◆ **Data for processing**:
------------------------------------------------------------
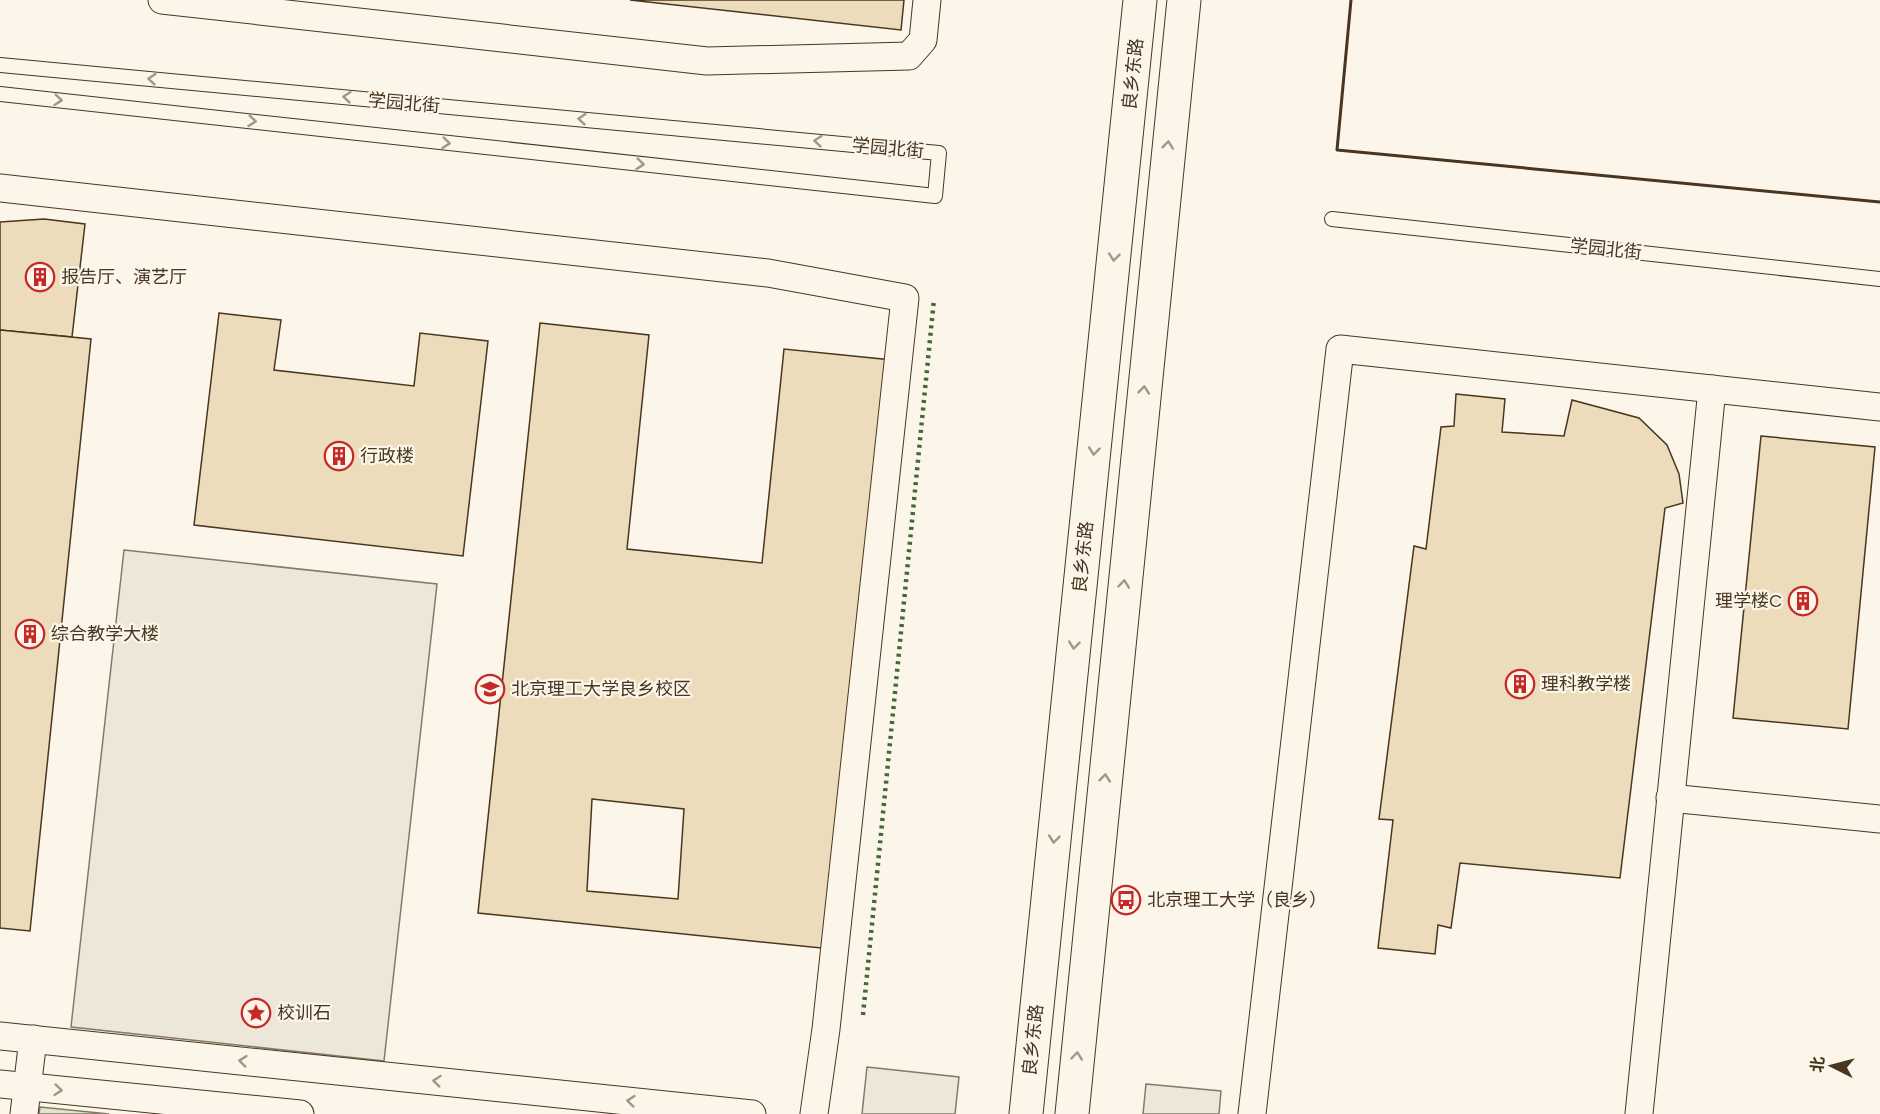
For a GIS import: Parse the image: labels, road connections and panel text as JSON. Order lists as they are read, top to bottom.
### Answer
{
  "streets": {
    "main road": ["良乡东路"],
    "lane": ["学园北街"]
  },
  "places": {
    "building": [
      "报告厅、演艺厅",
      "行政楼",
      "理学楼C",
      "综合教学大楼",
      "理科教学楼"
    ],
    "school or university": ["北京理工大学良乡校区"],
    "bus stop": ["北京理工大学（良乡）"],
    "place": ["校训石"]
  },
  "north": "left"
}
------------------------------------------------------------
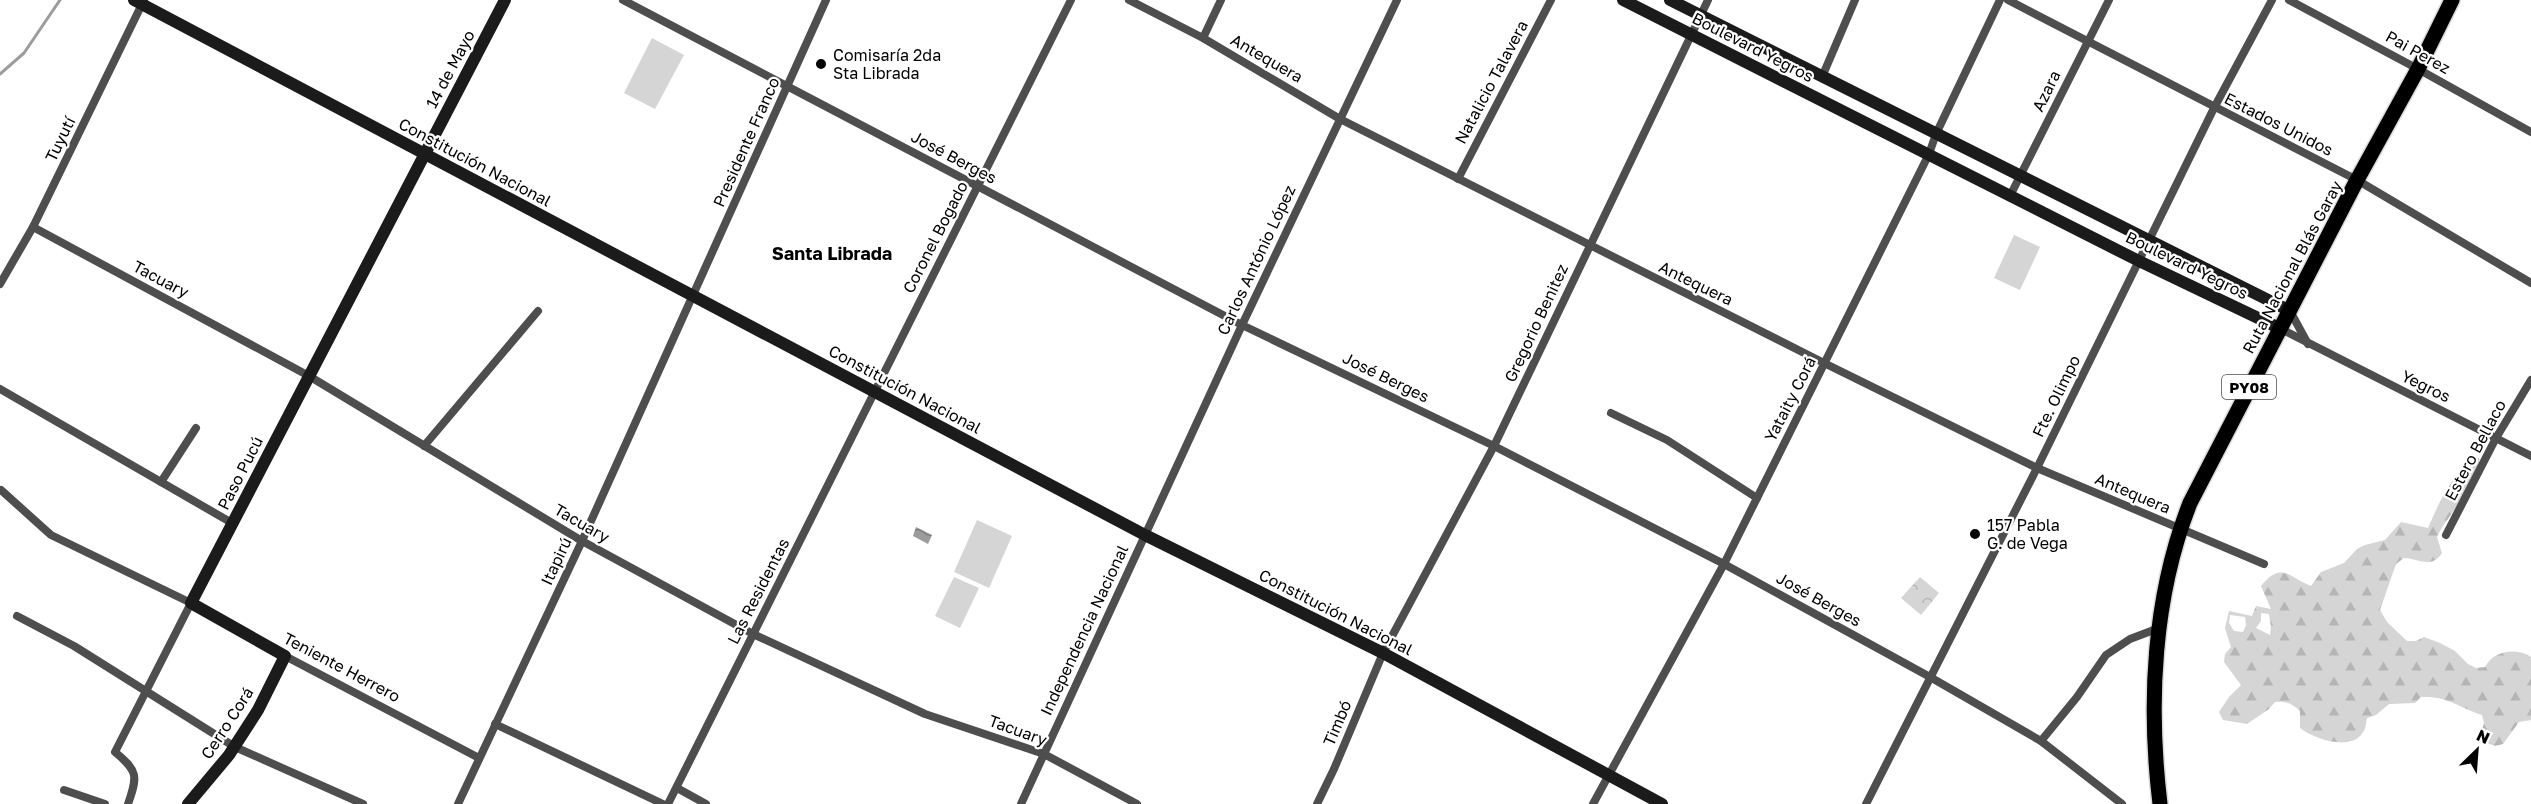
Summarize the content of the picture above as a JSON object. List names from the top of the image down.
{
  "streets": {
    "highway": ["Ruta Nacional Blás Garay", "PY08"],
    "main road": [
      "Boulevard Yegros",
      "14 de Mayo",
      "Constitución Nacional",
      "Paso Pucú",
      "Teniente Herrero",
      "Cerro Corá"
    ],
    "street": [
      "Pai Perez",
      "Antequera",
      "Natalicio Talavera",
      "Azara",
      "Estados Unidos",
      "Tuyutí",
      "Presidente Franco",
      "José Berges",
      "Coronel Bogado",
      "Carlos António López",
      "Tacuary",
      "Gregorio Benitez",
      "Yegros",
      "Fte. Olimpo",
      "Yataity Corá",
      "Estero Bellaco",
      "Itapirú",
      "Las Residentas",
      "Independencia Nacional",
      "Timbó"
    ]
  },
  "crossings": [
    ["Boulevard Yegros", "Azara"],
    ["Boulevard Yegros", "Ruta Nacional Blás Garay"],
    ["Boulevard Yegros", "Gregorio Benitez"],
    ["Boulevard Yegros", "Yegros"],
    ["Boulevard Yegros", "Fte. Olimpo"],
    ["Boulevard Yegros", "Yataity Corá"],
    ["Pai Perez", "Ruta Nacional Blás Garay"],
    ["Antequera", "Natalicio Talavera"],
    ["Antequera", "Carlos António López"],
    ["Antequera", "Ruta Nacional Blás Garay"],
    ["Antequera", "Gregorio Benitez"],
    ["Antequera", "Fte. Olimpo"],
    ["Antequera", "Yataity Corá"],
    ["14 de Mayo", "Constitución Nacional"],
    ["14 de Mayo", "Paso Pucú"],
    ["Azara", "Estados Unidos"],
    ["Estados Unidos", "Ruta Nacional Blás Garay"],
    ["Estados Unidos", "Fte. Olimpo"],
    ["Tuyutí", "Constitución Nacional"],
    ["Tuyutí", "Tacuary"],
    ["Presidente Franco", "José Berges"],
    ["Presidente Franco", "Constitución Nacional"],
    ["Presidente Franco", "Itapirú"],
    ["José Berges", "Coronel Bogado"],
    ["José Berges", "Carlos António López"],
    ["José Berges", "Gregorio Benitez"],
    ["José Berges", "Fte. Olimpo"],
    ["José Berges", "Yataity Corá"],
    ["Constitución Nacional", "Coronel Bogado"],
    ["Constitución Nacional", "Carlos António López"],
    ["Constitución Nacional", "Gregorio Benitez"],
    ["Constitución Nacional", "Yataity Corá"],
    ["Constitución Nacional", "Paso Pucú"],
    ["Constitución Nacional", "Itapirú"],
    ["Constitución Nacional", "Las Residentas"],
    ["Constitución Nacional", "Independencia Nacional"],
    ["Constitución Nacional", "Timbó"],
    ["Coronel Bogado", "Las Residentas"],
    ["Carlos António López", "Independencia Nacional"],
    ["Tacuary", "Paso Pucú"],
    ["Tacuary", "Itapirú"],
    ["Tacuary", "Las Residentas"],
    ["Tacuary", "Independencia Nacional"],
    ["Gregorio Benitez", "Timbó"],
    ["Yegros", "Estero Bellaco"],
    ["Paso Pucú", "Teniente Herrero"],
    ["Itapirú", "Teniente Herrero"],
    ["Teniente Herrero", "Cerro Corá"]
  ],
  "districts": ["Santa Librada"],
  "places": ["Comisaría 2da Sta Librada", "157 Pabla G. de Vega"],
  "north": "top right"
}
------------------------------------------------------------
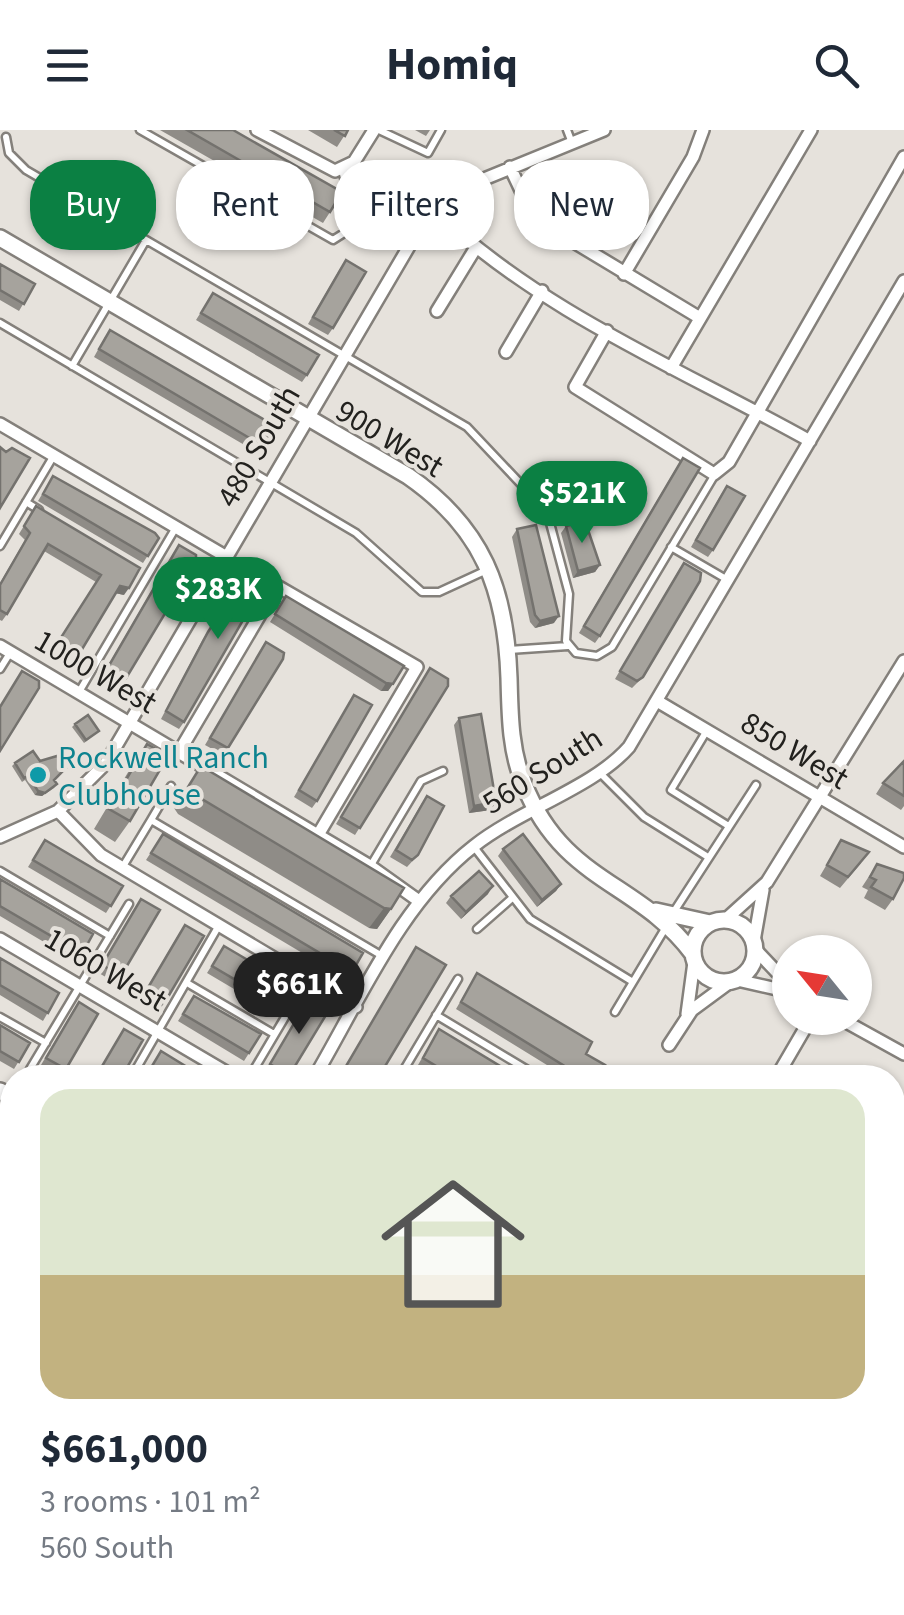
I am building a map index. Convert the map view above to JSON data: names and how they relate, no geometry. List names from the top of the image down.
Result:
------------------------------------------------------------
◆ **What is required**: Reproduce each line of the records in which "they" appears.

◆ **Result of this exercise**:
For a GIS import: Parse the image: labels, road connections and panel text as JSON. Order lists as they are read, top to bottom.
I am building a map index. Convert the map view above to JSON data: names and how they relate, no geometry. List names from the top of the image down.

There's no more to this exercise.